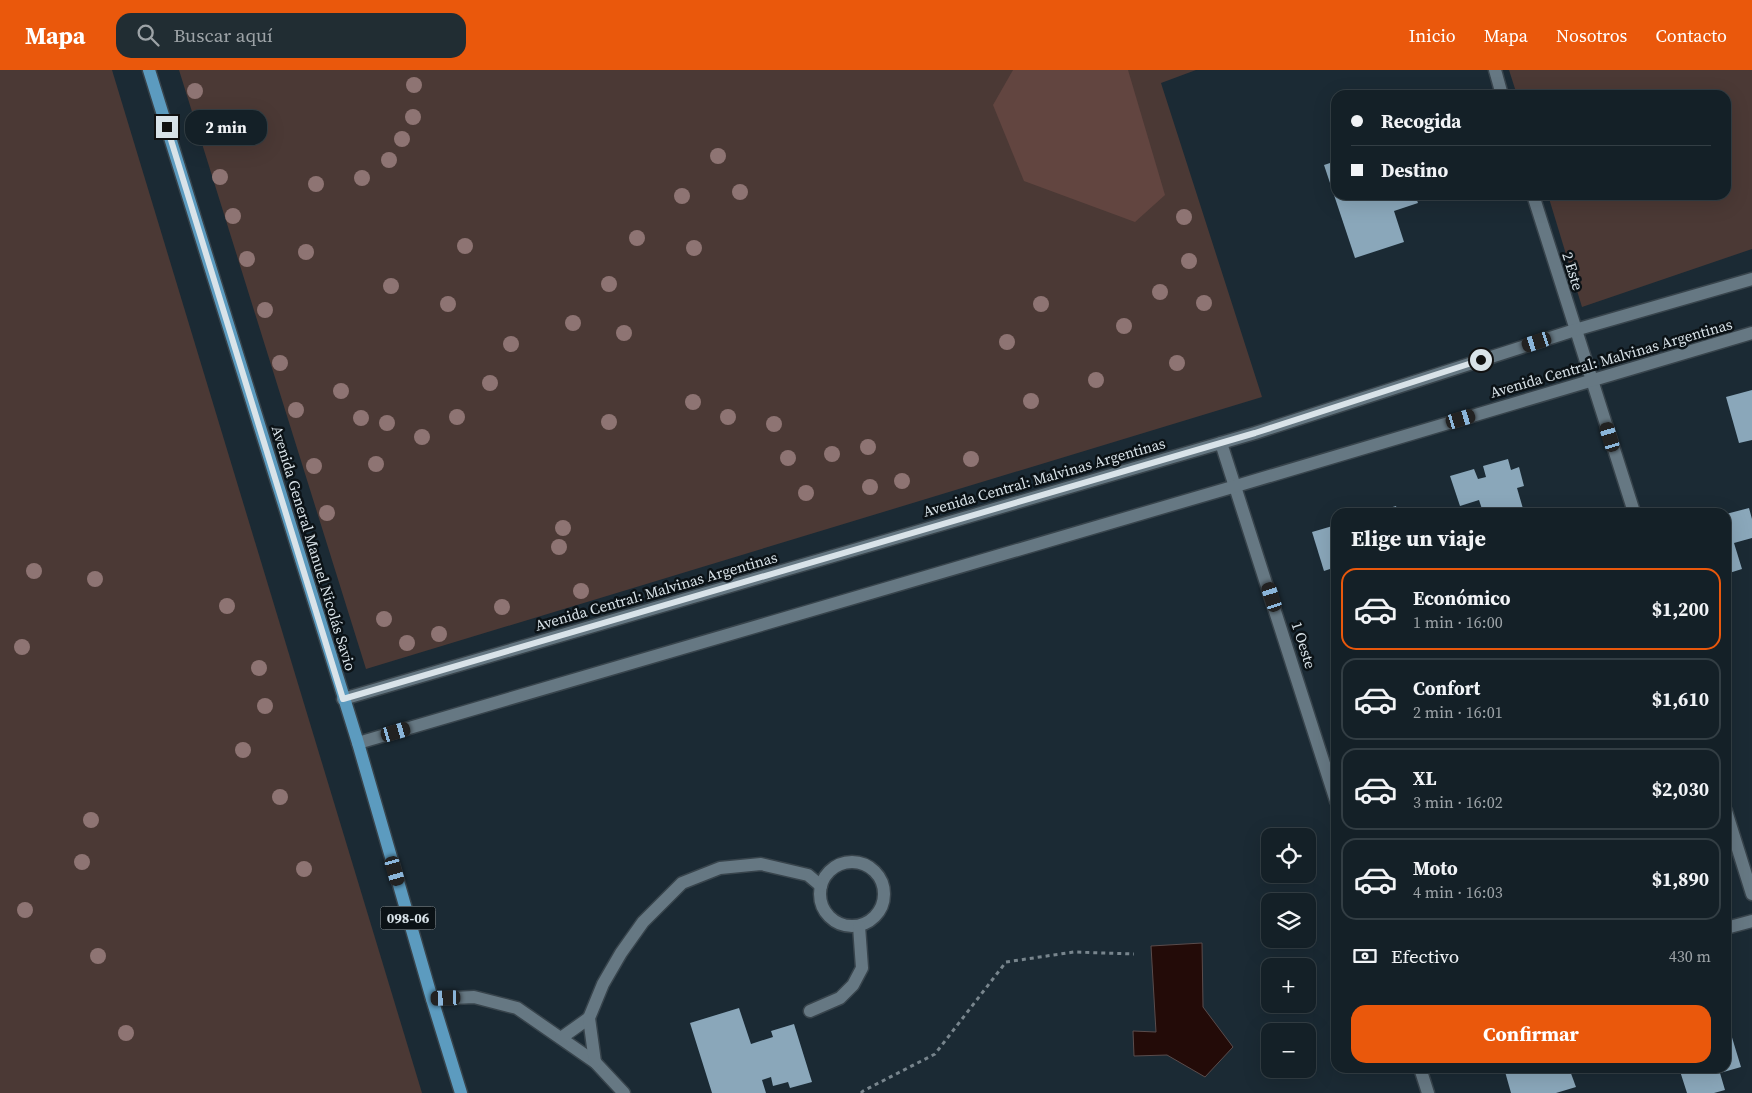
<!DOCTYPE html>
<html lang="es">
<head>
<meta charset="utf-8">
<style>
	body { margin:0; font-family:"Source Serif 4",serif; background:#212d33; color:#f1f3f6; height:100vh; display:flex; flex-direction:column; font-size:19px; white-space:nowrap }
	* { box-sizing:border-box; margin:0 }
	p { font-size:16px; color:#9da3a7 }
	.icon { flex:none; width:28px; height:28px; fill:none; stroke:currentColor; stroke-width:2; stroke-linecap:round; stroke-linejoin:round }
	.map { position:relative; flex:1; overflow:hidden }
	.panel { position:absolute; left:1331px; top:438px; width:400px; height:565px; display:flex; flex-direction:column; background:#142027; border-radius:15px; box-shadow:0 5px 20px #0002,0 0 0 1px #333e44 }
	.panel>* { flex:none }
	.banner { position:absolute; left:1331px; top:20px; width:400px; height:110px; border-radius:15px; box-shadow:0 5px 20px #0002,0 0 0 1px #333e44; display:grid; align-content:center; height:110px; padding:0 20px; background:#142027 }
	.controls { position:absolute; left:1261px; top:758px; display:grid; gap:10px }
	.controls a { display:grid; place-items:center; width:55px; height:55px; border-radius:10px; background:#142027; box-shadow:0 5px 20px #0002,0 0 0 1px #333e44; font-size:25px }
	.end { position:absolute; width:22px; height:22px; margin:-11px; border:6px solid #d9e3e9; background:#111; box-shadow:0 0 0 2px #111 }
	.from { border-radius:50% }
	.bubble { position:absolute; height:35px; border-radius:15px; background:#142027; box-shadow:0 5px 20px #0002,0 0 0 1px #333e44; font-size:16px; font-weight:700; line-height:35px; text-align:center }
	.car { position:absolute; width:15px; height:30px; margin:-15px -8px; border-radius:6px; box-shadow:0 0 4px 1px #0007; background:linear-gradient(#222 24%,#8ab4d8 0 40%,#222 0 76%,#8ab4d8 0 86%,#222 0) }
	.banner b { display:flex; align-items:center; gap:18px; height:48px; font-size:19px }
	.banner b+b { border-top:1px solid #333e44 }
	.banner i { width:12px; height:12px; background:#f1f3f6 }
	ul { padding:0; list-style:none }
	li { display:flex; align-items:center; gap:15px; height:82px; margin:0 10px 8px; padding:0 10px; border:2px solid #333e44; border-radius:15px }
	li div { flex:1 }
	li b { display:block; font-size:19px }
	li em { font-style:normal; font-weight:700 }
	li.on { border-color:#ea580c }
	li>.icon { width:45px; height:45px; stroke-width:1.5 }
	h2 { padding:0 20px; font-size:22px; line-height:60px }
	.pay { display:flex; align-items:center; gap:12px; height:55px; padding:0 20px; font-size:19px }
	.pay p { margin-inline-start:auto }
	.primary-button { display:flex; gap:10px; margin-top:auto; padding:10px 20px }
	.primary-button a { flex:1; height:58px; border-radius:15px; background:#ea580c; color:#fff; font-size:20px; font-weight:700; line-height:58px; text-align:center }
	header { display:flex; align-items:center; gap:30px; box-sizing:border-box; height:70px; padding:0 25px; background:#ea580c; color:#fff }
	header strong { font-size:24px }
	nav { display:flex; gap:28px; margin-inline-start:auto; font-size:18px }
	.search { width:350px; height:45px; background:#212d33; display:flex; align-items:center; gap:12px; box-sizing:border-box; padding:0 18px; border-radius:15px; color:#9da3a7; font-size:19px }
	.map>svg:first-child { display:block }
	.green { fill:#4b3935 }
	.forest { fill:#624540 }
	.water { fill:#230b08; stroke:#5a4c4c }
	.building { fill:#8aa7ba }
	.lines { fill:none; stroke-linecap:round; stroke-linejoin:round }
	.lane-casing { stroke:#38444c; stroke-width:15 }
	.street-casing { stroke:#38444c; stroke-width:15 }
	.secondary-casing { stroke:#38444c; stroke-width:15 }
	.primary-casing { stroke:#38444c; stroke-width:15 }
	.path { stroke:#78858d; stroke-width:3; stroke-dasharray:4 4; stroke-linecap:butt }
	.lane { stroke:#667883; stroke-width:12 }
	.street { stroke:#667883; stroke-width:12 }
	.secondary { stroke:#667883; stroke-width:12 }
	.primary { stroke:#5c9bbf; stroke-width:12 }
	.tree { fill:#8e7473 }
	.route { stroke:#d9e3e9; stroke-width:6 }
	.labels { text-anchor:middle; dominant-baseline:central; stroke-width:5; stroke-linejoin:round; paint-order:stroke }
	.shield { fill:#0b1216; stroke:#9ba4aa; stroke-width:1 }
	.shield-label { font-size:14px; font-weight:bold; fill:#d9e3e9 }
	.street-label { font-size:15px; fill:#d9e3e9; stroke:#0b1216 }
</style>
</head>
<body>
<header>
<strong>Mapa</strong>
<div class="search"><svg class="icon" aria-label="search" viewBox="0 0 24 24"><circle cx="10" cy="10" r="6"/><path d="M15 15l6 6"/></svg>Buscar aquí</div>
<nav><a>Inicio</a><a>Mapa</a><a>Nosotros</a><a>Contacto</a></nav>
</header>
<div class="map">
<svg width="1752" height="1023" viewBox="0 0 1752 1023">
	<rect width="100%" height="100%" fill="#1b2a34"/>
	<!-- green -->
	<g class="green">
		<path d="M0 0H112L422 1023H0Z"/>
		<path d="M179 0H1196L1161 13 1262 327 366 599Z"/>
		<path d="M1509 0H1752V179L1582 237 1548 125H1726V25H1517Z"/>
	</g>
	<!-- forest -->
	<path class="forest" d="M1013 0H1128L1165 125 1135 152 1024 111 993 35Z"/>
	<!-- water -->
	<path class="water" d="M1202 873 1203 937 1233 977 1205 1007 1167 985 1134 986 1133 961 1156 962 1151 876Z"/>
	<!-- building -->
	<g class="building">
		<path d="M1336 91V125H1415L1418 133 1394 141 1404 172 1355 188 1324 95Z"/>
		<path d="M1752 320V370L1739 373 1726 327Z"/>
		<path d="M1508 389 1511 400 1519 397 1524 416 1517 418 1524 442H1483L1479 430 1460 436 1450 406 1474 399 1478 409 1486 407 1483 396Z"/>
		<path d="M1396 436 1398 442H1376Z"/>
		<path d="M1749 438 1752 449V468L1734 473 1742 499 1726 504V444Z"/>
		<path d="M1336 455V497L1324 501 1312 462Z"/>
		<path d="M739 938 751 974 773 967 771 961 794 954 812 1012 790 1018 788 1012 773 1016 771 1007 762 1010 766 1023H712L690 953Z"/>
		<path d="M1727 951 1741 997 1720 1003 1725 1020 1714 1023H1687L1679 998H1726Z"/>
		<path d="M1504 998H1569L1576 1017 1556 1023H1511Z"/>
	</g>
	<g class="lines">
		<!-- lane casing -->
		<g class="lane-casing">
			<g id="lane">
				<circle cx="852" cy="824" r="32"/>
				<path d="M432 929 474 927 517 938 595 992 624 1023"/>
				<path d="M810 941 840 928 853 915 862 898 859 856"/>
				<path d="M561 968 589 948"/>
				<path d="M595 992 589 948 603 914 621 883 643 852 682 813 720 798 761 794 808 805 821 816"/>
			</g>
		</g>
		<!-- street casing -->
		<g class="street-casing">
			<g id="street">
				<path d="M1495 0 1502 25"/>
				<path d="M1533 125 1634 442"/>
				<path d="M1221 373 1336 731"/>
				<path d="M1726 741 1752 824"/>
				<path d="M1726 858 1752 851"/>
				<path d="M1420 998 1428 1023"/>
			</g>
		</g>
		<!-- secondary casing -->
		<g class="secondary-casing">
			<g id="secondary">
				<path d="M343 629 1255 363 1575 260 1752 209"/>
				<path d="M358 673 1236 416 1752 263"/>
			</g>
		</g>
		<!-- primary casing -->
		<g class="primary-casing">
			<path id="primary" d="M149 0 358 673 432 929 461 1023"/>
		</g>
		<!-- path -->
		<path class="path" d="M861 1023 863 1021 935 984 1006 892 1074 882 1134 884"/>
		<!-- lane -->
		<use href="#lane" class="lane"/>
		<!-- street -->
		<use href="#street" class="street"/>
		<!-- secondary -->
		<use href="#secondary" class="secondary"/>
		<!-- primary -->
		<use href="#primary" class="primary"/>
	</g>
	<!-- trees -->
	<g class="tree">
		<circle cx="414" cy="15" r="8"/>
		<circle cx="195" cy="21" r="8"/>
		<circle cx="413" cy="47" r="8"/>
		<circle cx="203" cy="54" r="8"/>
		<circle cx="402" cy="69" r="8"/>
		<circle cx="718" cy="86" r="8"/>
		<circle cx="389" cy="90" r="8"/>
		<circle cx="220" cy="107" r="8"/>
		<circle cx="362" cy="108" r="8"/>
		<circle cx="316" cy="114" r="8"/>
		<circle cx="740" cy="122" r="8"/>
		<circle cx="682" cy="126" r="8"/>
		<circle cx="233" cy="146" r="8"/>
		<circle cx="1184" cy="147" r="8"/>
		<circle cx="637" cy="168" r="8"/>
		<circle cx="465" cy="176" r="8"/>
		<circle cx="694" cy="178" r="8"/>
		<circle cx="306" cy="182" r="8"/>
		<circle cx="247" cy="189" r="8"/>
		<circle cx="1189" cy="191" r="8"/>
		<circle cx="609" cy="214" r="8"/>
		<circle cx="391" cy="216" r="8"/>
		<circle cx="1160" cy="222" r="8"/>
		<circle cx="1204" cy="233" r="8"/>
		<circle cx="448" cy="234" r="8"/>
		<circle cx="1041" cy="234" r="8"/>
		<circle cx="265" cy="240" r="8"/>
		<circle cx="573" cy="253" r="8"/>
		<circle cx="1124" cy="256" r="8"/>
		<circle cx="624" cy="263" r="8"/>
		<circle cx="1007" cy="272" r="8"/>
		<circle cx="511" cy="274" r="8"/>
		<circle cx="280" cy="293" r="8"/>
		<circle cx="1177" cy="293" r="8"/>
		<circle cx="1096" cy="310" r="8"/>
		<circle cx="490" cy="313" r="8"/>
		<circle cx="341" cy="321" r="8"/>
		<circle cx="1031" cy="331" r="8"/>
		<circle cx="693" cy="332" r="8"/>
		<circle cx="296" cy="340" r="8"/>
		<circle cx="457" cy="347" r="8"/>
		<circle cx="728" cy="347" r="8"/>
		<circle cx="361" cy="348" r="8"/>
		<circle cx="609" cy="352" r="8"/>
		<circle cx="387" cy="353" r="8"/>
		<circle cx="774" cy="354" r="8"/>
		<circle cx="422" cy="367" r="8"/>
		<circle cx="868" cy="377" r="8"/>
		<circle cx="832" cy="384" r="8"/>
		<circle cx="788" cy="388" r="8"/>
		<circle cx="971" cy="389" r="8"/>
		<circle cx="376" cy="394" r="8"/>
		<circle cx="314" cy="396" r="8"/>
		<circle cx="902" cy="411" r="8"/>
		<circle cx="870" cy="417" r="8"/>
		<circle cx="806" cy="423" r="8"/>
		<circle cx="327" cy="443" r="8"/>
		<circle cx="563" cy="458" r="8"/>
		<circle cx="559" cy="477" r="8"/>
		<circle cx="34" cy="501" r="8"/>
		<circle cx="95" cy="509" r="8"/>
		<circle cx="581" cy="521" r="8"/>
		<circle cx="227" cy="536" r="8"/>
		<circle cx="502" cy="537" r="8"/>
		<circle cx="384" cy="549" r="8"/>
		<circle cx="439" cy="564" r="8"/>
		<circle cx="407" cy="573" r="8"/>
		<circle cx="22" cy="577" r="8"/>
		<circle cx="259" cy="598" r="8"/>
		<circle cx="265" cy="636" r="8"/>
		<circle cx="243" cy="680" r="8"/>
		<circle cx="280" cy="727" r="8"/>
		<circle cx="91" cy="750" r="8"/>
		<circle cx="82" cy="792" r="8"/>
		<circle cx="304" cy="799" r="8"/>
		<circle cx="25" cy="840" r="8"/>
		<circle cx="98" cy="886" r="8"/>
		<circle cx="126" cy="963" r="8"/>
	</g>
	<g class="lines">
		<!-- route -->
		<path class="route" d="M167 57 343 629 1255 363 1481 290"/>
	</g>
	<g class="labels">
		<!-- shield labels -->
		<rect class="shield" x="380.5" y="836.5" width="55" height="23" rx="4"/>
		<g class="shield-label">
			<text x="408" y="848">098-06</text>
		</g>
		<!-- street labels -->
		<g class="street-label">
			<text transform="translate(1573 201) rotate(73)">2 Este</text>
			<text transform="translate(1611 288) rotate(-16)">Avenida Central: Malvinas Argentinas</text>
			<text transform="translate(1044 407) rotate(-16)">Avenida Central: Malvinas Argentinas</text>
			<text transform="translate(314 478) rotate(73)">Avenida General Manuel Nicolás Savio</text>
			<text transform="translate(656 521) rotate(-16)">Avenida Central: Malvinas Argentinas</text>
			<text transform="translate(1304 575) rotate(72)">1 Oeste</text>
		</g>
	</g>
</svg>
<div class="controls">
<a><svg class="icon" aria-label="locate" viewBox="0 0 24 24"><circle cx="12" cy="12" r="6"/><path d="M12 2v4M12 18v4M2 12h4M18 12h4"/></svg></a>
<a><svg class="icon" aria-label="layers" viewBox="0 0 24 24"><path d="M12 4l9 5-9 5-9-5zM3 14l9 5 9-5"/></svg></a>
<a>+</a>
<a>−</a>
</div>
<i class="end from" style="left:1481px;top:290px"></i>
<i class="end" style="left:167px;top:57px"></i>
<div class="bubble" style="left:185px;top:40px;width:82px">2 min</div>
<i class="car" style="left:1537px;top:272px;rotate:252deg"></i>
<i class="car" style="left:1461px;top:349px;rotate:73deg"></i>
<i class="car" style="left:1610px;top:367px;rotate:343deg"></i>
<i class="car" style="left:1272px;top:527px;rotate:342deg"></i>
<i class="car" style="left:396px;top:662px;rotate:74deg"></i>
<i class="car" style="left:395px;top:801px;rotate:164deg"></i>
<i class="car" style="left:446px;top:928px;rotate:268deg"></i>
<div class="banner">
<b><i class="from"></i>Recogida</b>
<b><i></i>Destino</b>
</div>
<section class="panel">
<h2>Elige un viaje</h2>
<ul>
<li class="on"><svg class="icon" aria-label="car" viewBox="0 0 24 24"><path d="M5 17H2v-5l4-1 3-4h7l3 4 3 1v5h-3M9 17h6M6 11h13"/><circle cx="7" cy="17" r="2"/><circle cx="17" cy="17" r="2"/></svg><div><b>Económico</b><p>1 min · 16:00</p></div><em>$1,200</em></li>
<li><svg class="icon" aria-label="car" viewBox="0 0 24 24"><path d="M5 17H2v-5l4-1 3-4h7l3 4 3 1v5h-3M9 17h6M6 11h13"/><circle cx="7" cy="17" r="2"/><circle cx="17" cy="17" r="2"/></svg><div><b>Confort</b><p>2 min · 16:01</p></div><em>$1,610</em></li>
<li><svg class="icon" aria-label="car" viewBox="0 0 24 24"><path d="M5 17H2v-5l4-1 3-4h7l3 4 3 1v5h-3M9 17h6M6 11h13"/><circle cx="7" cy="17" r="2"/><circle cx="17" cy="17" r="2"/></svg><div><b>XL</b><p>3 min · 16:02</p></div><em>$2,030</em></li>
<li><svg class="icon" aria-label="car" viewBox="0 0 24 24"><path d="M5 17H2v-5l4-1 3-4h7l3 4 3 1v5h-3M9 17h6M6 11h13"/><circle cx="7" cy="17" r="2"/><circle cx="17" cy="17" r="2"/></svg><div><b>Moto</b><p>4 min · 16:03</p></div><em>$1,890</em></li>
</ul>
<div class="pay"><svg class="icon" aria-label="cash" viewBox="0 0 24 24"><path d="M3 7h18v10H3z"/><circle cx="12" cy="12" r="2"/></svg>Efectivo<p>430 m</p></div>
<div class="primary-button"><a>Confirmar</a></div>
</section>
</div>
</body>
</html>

☆ ☆ ☆ ☆ ☆ ☆ ☆

- _Work instruction_
Show every line of the material that includes the string "controls".

- _Solved problem_
	.controls { position:absolute; left:1261px; top:758px; display:grid; gap:10px }
	.controls a { display:grid; place-items:center; width:55px; height:55px; border-radius:10px; background:#142027; box-shadow:0 5px 20px #0002,0 0 0 1px #333e44; font-size:25px }
<div class="controls">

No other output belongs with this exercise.